In another development, a volley of rockets slammed into an Iraqi airbase north of Baghdad where U.S. forces have been based, wounding four local troops, the Iraqi military said on Sunday. At least four Iraqi airmen were wounded in the attack.
Asian markets are trading mixed and gold prices fell on dollar strength amid optimism on the Sino-U.S. trade front, while the pound slipped after Bank of England policymaker Gertjan Vlieghe said he will vote for a cut in interest rates later this month, barring an 'imminent and significant' improvement in the growth data.
In economic releases, sentiment among British financial services firms improved for the first time in twelve quarters, survey results from the Confederation of British Industry and PwC showed today.
A balance of 8 percent expects business situation to improve compared with three months ago. This was the fastest since June 2015. However, a balance of 19 percent said business volumes decreased in three months to December.
Monthly GDP estimate, industrial production and foreign trade reports are due from the U.K. later in the session, headlining a light day for the European economic news.

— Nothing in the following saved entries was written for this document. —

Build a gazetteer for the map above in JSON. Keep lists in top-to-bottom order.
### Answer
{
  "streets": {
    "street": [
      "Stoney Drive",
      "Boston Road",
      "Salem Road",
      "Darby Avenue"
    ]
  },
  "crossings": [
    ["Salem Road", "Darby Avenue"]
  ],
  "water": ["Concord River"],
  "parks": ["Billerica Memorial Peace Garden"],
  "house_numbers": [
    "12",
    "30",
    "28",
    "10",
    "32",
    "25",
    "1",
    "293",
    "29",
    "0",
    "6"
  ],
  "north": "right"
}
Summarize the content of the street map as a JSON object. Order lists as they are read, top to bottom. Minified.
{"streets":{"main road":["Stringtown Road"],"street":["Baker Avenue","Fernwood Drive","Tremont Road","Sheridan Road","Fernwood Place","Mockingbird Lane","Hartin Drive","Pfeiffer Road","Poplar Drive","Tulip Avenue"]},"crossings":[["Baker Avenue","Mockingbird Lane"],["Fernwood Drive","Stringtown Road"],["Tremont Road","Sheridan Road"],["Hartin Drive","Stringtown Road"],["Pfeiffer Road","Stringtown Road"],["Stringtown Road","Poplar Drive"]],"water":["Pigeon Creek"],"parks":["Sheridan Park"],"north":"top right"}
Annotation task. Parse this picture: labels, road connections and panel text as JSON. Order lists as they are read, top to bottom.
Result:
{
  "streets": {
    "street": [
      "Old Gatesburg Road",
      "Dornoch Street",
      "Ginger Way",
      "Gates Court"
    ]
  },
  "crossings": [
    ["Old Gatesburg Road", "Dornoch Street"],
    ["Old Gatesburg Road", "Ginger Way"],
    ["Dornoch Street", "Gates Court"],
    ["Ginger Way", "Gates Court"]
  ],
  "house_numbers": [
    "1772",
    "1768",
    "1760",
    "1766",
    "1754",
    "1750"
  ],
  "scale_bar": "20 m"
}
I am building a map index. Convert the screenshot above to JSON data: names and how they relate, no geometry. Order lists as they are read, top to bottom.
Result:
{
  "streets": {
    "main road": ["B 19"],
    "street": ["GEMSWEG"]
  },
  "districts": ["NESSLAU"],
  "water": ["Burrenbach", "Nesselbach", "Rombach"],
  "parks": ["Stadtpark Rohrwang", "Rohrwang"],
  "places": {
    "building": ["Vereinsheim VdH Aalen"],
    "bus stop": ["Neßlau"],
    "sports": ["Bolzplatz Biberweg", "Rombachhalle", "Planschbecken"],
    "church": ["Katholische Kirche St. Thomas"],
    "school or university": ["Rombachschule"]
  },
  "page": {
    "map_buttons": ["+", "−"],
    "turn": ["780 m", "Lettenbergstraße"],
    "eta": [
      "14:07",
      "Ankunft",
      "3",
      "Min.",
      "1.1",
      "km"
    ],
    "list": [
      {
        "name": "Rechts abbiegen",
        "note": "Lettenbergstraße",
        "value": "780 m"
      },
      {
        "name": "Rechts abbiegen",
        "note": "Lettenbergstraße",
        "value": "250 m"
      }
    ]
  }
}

U.S. stocks pulled back from record closing highs on Friday as the latest jobs report proved to be a mixed bag.
Job growth slowed more than expected in December and wage growth dropped below 3 percent for the first time since July 2018, while the unemployment rate stayed at a 50-year low of 3.5 percent, the Labor Department's monthly report showed.
The Dow Jones Industrial Average dropped half a percent, while the S&P 500 and the tech-heavy Nasdaq Composite shed around 0.3 percent each.
European markets gave up early gains to end lower on Friday after the U.S. announced new sanctions on Iran's metal exports and eight senior Iranian officials.
The pan European Stoxx 600, the German DAX, France's CAC 40 index and the U.K.'s FTSE 100 all slid around 0.1 percent.